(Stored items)
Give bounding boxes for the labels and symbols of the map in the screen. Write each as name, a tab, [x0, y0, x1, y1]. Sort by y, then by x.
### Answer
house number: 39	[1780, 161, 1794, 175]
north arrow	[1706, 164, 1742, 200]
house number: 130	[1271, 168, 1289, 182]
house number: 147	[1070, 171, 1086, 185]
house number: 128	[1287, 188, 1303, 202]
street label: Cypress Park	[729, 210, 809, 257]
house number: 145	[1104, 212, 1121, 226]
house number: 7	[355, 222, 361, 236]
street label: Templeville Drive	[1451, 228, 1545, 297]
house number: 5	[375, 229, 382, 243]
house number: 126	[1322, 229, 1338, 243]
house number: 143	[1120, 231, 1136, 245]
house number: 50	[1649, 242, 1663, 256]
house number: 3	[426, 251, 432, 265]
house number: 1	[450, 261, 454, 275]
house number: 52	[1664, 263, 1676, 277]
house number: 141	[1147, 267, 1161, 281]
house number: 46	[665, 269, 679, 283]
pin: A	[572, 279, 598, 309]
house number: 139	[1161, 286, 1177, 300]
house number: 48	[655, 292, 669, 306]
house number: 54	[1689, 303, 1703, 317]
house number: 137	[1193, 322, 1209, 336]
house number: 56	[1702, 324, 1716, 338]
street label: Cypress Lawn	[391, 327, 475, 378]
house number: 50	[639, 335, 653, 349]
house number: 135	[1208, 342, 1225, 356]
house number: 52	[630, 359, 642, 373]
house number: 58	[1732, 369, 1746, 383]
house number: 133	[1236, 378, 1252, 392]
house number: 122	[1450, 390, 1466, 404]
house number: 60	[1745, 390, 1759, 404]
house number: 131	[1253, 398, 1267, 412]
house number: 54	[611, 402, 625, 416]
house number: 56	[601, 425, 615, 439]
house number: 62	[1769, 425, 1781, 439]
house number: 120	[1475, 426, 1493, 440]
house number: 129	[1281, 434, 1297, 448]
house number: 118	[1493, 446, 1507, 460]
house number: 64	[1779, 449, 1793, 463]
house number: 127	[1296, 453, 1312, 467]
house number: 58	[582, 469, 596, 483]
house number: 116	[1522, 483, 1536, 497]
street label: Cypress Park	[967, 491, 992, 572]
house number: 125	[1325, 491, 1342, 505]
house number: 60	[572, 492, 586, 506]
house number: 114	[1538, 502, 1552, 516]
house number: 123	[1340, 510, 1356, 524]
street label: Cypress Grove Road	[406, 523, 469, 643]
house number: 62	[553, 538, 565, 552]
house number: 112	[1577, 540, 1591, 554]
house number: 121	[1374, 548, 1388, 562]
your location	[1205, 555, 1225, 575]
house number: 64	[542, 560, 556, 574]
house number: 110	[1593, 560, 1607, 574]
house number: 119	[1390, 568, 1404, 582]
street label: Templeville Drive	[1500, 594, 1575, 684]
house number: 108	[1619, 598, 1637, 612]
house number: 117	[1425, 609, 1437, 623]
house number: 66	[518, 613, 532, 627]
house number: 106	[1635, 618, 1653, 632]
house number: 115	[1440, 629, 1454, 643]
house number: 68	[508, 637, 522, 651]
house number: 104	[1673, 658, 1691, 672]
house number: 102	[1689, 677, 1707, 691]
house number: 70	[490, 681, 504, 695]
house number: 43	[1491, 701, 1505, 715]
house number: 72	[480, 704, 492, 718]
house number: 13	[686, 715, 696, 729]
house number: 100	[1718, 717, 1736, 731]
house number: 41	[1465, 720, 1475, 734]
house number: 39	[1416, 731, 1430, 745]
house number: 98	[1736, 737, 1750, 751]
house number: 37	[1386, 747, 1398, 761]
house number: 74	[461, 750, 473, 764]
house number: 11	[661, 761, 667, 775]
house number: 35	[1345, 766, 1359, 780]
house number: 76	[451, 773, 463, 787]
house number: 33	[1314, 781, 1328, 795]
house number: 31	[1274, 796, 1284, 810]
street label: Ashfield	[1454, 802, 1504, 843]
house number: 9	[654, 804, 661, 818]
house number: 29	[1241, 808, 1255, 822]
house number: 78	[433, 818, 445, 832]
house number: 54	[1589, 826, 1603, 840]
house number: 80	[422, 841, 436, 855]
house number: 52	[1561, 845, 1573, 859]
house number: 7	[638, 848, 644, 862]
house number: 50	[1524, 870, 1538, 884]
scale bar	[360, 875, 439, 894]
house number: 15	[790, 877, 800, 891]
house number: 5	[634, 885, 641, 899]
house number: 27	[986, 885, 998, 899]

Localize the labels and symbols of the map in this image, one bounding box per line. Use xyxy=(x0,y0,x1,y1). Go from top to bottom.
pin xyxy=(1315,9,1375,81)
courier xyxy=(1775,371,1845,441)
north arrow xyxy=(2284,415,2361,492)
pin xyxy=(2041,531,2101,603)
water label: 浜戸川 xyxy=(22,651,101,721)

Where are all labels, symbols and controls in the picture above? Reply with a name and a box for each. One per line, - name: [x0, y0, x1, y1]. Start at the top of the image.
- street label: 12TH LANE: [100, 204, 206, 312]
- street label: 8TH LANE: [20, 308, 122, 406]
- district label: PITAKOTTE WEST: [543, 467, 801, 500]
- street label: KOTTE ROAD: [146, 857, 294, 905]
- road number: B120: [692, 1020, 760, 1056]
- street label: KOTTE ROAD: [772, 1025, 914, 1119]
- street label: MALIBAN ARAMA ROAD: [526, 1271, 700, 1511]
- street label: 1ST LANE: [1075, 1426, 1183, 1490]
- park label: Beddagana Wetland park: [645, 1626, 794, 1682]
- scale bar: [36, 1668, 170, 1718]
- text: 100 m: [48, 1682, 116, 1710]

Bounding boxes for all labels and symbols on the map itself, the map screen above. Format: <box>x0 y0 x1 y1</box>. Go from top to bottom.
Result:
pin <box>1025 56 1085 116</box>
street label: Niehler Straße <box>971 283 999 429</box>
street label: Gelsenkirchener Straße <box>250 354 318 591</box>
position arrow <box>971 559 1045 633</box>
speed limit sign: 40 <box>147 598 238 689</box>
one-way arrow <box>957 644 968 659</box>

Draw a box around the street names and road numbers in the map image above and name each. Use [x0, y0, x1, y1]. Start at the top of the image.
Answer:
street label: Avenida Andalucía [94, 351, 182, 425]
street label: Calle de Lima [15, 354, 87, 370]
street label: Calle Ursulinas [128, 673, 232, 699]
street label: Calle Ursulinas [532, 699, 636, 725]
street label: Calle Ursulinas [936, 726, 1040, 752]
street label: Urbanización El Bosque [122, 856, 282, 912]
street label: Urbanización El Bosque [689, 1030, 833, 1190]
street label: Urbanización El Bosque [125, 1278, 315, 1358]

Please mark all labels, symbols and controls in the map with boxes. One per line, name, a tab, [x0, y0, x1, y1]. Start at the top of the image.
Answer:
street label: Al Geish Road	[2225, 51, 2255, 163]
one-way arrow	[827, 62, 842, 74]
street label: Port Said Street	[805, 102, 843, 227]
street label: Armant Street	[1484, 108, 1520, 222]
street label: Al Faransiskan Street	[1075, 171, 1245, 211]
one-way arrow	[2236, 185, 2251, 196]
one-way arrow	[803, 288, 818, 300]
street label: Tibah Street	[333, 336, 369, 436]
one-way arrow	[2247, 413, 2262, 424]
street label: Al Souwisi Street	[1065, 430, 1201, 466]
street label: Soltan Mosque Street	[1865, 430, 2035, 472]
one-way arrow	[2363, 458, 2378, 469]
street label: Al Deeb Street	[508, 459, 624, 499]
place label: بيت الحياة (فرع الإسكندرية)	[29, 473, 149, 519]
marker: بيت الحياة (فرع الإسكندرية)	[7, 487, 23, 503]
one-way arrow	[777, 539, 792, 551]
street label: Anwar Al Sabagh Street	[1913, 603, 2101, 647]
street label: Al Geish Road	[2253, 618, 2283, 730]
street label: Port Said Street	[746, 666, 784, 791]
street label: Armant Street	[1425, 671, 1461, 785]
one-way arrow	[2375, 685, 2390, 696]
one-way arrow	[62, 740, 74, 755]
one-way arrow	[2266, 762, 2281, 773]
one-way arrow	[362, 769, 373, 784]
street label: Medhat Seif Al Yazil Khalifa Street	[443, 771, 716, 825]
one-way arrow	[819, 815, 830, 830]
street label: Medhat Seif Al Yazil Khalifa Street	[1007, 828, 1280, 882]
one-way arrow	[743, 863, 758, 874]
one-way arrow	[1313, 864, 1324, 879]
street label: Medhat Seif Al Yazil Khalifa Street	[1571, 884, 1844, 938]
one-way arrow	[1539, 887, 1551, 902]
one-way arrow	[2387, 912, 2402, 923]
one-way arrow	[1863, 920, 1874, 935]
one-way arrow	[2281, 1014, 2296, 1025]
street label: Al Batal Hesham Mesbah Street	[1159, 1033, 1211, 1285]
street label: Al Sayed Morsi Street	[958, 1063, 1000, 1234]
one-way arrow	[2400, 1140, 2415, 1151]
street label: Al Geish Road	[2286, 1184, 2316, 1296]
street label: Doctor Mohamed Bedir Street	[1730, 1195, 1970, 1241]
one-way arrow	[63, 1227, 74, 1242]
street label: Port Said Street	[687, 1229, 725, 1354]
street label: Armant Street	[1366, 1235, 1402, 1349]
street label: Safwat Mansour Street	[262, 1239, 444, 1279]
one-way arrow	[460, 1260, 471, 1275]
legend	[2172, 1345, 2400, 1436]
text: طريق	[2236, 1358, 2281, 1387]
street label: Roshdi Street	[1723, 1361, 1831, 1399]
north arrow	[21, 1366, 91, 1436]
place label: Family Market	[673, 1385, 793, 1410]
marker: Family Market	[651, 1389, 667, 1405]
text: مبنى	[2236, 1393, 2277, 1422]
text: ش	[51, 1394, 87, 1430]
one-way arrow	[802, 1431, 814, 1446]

- [WORK ORDER]: Write out exactly the lines that fall from the line with "Where are all" to the line with "Draw a box around" in the records above, keeping both ends.

- [SOLUTION TO THIS TASK]:
Where are all labels, symbols and controls in the picture above? Reply with a name and a box for each. One per line, - name: [x0, y0, x1, y1]. Start at the top of the image.
- street label: 12TH LANE: [100, 204, 206, 312]
- street label: 8TH LANE: [20, 308, 122, 406]
- district label: PITAKOTTE WEST: [543, 467, 801, 500]
- street label: KOTTE ROAD: [146, 857, 294, 905]
- road number: B120: [692, 1020, 760, 1056]
- street label: KOTTE ROAD: [772, 1025, 914, 1119]
- street label: MALIBAN ARAMA ROAD: [526, 1271, 700, 1511]
- street label: 1ST LANE: [1075, 1426, 1183, 1490]
- park label: Beddagana Wetland park: [645, 1626, 794, 1682]
- scale bar: [36, 1668, 170, 1718]
- text: 100 m: [48, 1682, 116, 1710]

Bounding boxes for all labels and symbols on the map itself, the map screen above. Format: <box>x0 y0 x1 y1</box>. Go from top to bottom.
Result:
pin <box>1025 56 1085 116</box>
street label: Niehler Straße <box>971 283 999 429</box>
street label: Gelsenkirchener Straße <box>250 354 318 591</box>
position arrow <box>971 559 1045 633</box>
speed limit sign: 40 <box>147 598 238 689</box>
one-way arrow <box>957 644 968 659</box>

Draw a box around the street names and road numbers in the map image above and name each. Use [x0, y0, x1, y1]. Start at the top of the image.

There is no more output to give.